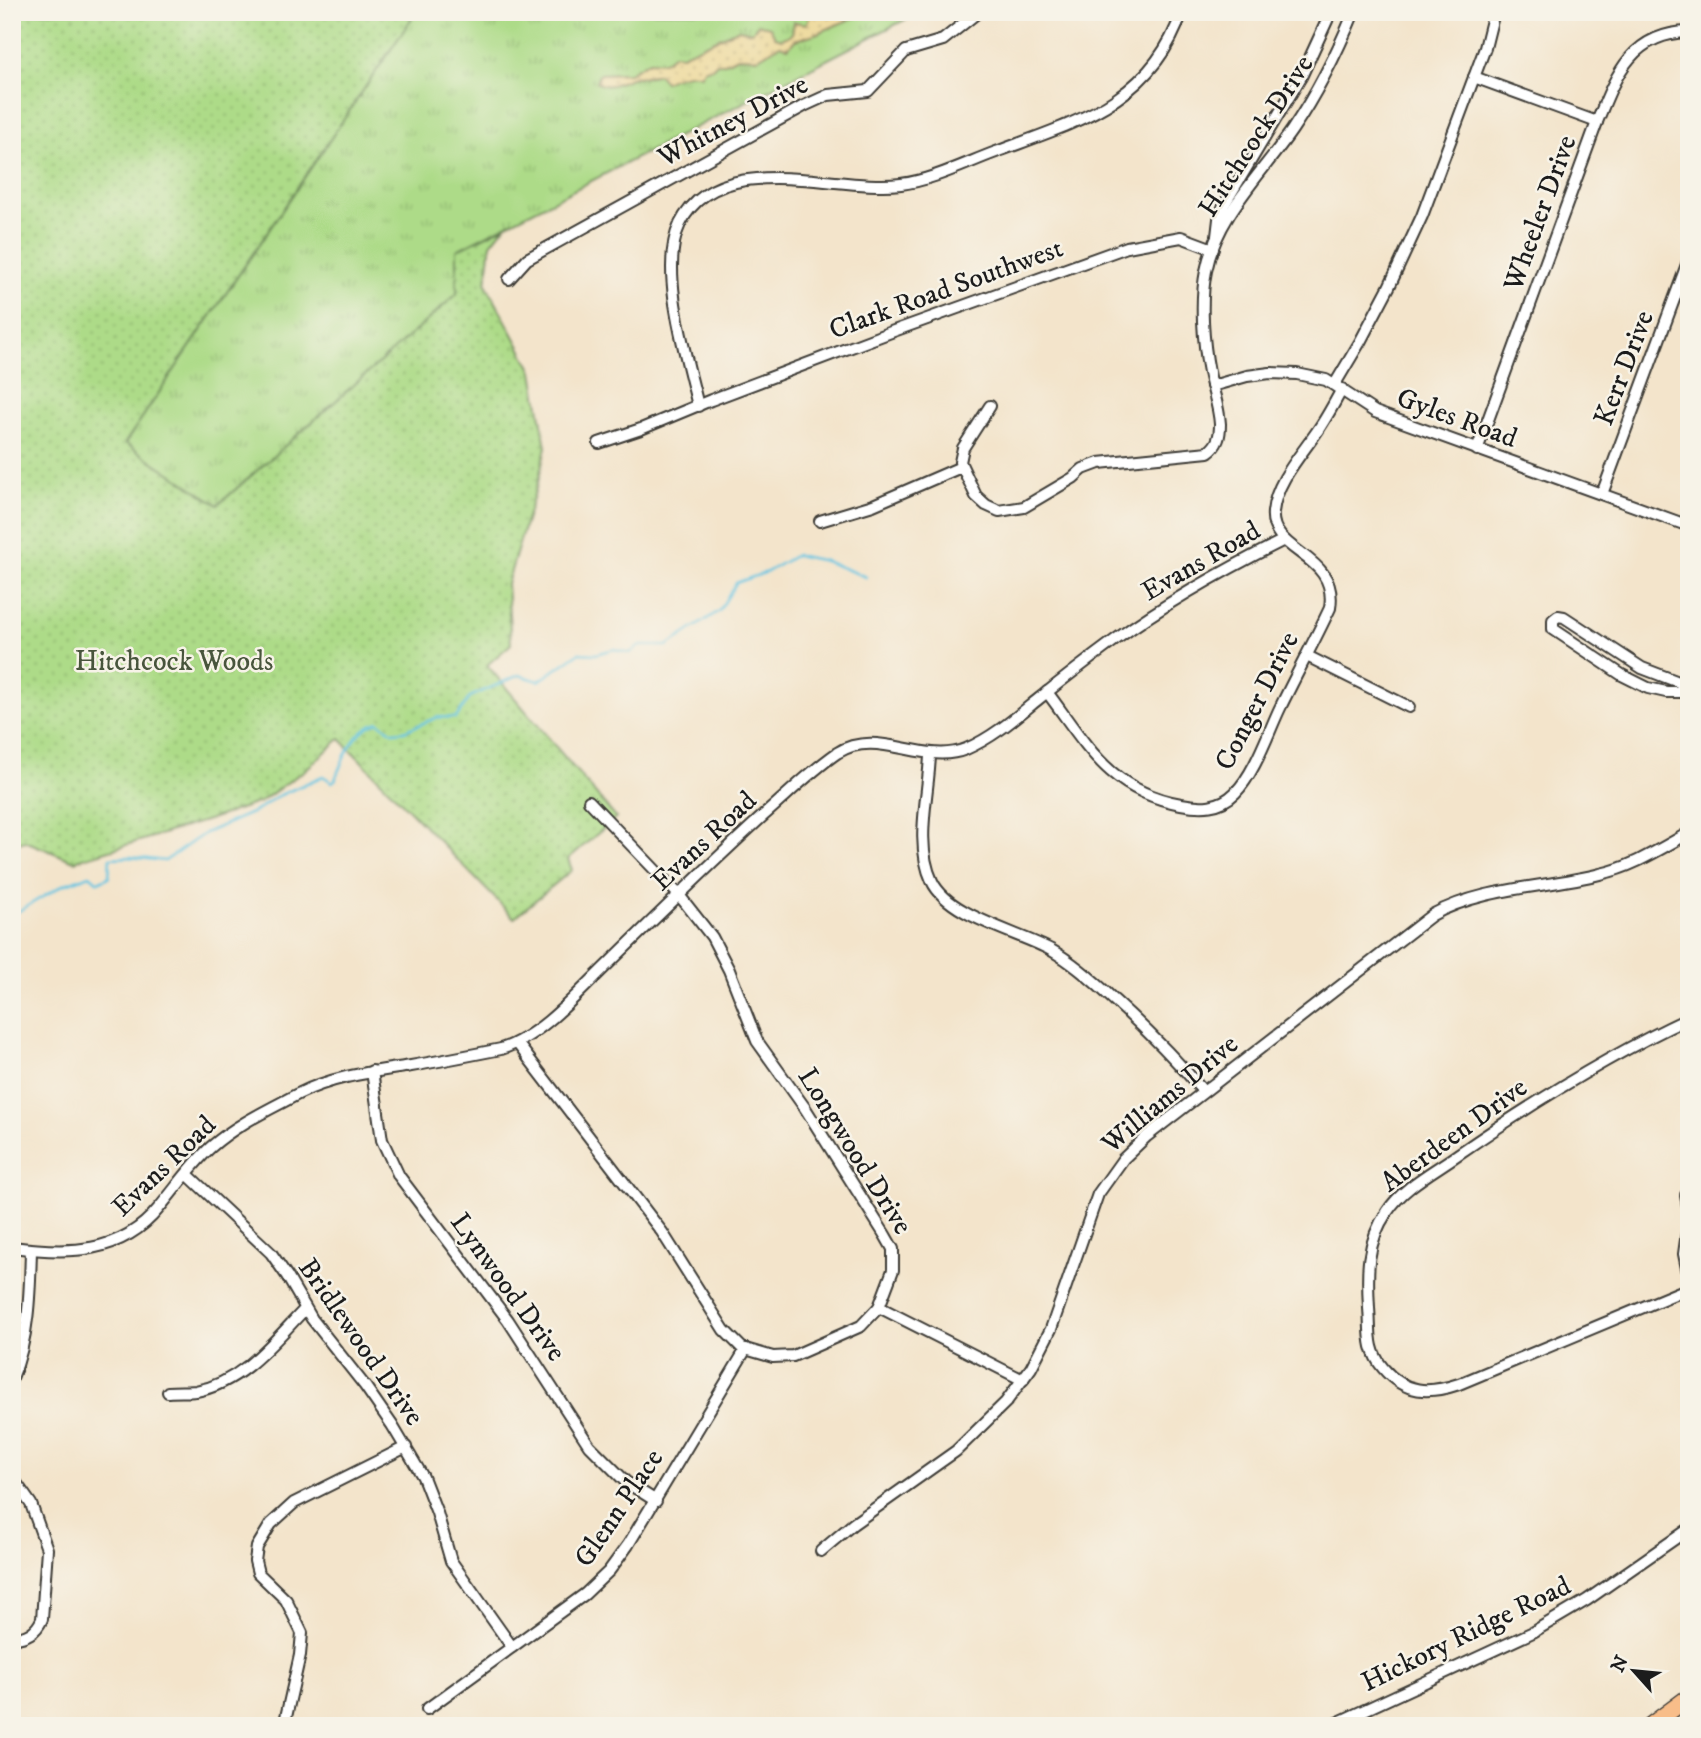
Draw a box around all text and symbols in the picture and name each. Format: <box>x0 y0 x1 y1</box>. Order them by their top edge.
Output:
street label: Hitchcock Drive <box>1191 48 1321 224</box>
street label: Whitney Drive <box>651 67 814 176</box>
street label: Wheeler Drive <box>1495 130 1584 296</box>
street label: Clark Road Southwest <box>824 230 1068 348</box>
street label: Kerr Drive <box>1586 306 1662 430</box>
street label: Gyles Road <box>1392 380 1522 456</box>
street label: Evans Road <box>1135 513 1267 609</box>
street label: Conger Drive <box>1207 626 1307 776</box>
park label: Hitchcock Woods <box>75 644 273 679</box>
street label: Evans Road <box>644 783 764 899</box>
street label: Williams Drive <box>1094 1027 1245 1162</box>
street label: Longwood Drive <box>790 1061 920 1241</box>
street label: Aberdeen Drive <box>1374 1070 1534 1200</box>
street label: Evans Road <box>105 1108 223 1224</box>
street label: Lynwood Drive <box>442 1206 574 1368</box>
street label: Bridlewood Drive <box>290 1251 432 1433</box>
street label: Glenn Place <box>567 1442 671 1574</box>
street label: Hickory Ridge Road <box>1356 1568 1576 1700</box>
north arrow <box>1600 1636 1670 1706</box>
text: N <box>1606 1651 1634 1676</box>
- - - - - - -
TASK TO CARRY OUT:
All lines of the data that hold "text" need to be copied.

EXERCISE RESULT:
Draw a box around all text and symbols in the picture and name each. Format: <box>x0 y0 x1 y1</box>. Order them by their top edge.
text: N <box>1606 1651 1634 1676</box>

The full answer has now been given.